Some critics have raised questions about jobs being reported as created or saved without any money been spent by the recipient. They ask, “How could this happen?”
In many cases we would expect to see job creation before a recipient receives or spends money. For example, sometimes states are not able to pay State Fiscal Stabilization funds to school districts right away. However, knowledge that these funds are on the way have allowed many school districts to retain teachers that they would otherwise cut. When districts know they can count on the money, they can keep teachers on the job. And this isn’t just a hypothetical example. It’s a real, tangible example of what you would see in Connecticut. You can check it out online here.
There are countless other examples, not only in education. Sometimes you see this in transportation programs, where the government only pays out money only after a reimbursement request is submitted. So, a contractor could have hired hundreds of people, and built an entire stretch of road before receiving a dime. If you believed what the critics say, you may think there’s no way these jobs could exist—that someone cooked the books, or entered wrong data. But you’d be wrong.
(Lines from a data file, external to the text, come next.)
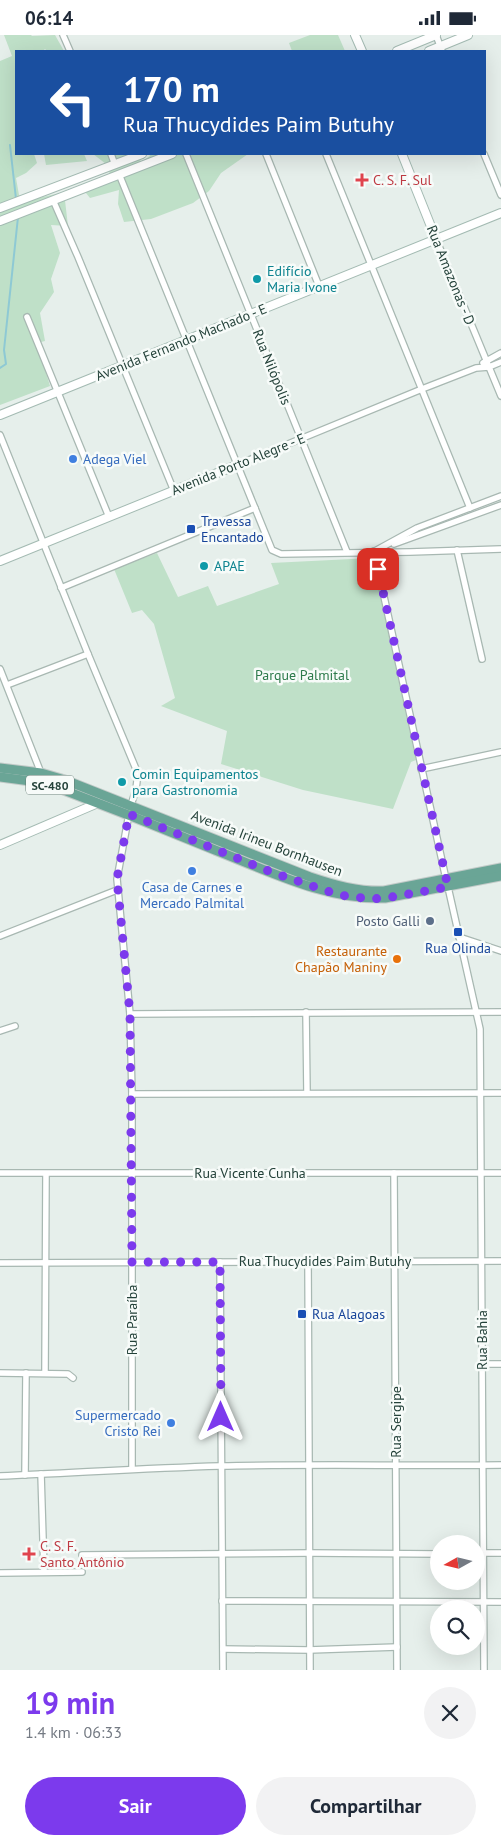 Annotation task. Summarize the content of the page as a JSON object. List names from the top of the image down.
{
  "streets": {
    "main road": ["SC-480", "Avenida Irineu Bornhausen"],
    "street": [
      "Rua Amazonas - D",
      "Avenida Fernando Machado - E",
      "Rua Nilópolis",
      "Avenida Porto Alegre - E",
      "Rua Vicente Cunha",
      "Rua Thucydides Paim Butuhy",
      "Rua Paraíba",
      "Rua Bahia",
      "Rua Sergipe"
    ]
  },
  "crossings": [
    ["Rua Amazonas - D", "Avenida Fernando Machado - E"],
    ["Rua Amazonas - D", "Avenida Porto Alegre - E"],
    ["Avenida Fernando Machado - E", "Rua Nilópolis"],
    ["Rua Nilópolis", "Avenida Porto Alegre - E"],
    ["Avenida Porto Alegre - E", "Rua Paraíba"],
    ["Avenida Irineu Bornhausen", "Rua Paraíba"],
    ["Rua Vicente Cunha", "Rua Paraíba"],
    ["Rua Vicente Cunha", "Rua Bahia"],
    ["Rua Vicente Cunha", "Rua Sergipe"],
    ["Rua Thucydides Paim Butuhy", "Rua Paraíba"],
    ["Rua Thucydides Paim Butuhy", "Rua Bahia"],
    ["Rua Thucydides Paim Butuhy", "Rua Sergipe"]
  ],
  "parks": ["Parque Palmital"],
  "places": {
    "health": ["C. S. F. Sul", "C. S. F. Santo Antônio"],
    "other": [
      "Edifício Maria Ivone",
      "Adega Viel",
      "APAE",
      "Comin Equipamentos para Gastronomia",
      "Casa de Carnes e Mercado Palmital",
      "Posto Galli",
      "Restaurante Chapão Maniny",
      "Supermercado Cristo Rei"
    ],
    "transit": ["Travessa Encantado", "Rua Olinda", "Rua Alagoas"]
  },
  "north": "left",
  "page": {
    "status": "06:14",
    "turn": ["170 m", "Rua Thucydides Paim Butuhy"],
    "heading": ["19 min", "1.4 km · 06:33"],
    "buttons": ["Sair", "Compartilhar"]
  }
} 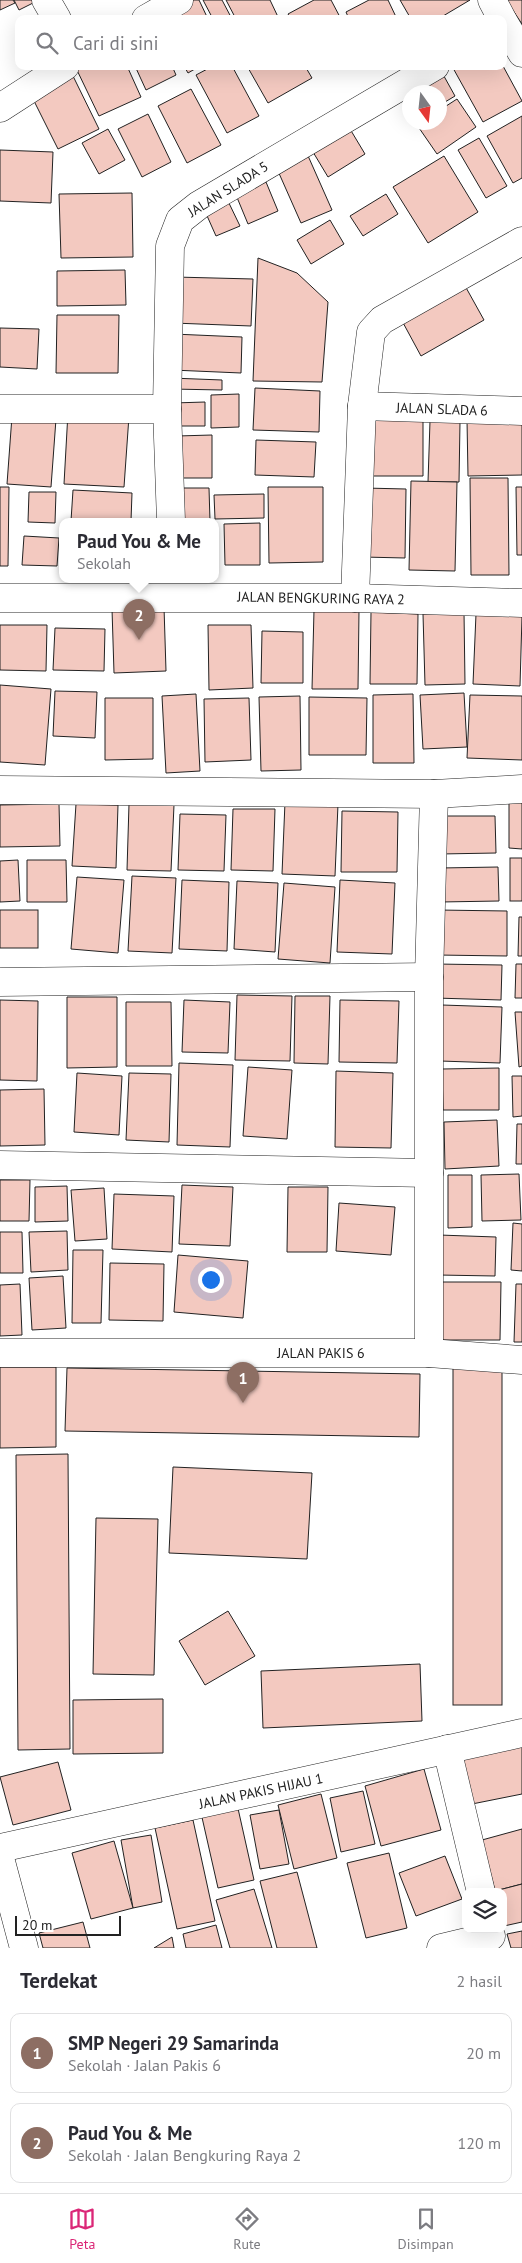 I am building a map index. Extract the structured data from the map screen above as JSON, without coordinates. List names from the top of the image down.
{
  "streets": {
    "street": [
      "JALAN SLADA 5",
      "JALAN SLADA 6",
      "JALAN BENGKURING RAYA 2",
      "JALAN PAKIS 6",
      "JALAN PAKIS HIJAU 1"
    ]
  },
  "scale_bar": "20 m",
  "north": "bottom",
  "page": {
    "search": "Cari di sini",
    "popup": ["Paud You & Me", "Sekolah"],
    "pins": ["2", "1"],
    "scale": "20 m",
    "heading": ["Terdekat", "2 hasil"],
    "list": [
      {
        "mark": "1",
        "name": "SMP Negeri 29 Samarinda",
        "note": "Sekolah · Jalan Pakis 6",
        "value": "20 m"
      },
      {
        "mark": "2",
        "name": "Paud You & Me",
        "note": "Sekolah · Jalan Bengkuring Raya 2",
        "value": "120 m"
      }
    ],
    "nav": ["Peta", "Rute", "Disimpan"]
  }
} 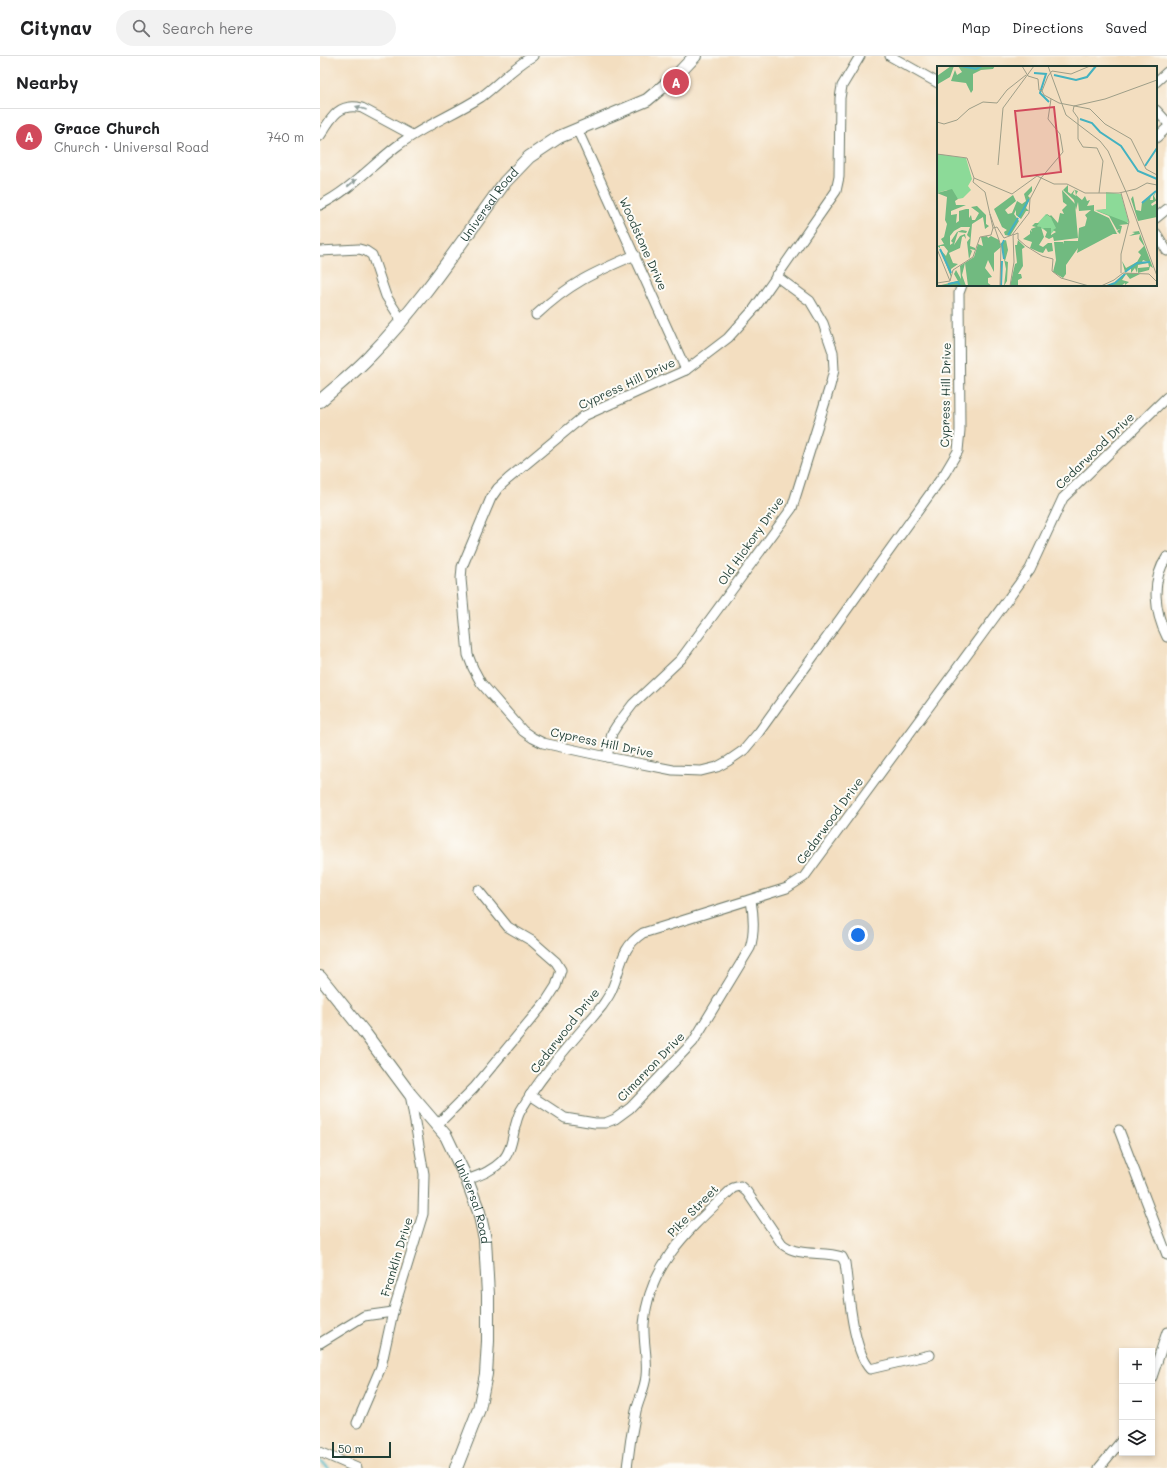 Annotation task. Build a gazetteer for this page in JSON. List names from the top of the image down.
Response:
{
  "streets": {
    "street": [
      "Universal Road",
      "Woodstone Drive",
      "Cypress Hill Drive",
      "Cedarwood Drive",
      "Old Hickory Drive",
      "Cimarron Drive",
      "Pike Street",
      "Franklin Drive"
    ]
  },
  "crossings": [
    ["Universal Road", "Woodstone Drive"],
    ["Universal Road", "Cedarwood Drive"],
    ["Universal Road", "Franklin Drive"],
    ["Woodstone Drive", "Cypress Hill Drive"],
    ["Cypress Hill Drive", "Old Hickory Drive"],
    ["Cedarwood Drive", "Cimarron Drive"]
  ],
  "scale_bar": "50 m",
  "page": {
    "header": "Citynav",
    "search": "Search here",
    "nav": ["Map", "Directions", "Saved"],
    "heading": "Nearby",
    "pins": "A",
    "list": [
      {
        "mark": "A",
        "name": "Grace Church",
        "note": "Church · Universal Road",
        "value": "740 m"
      }
    ],
    "map_buttons": ["+", "−"],
    "scale": "50 m"
  }
}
You see this accelerated job creation in our science spending as well – for example, in South Carolina where a $591,000 grant to a research foundation allowed that foundation to keep two people hired as a result. How much money had the foundation received? None, but they know it’s coming, so they planned ahead.
Some critics point to the opposite sort of report: many awards that show money being spent, but no jobs being created. Let’s see why this is not a cause for concern.
Many recipients got their money at the very end of the reporting period, and simply hadn’t yet hired anyone before the period ended. Several awards (literally billions of dollars worth) were awarded just before the close of the reporting period. You can see this yourself if you look at many of the NIH awards on Recovery.gov. Will a large number of these awards create jobs soon? Yes! Take an NIH grant received by a university in Pennsylvania for $2.7 million. This grant was awarded on 9/30/2009—literally the last day before reports had to be prepared. So it’s no surprise that this university got funds, but hasn’t yet hired. The fact that these awards show money received but no jobs created isn’t bad news— it’s telling us that the best is yet to come.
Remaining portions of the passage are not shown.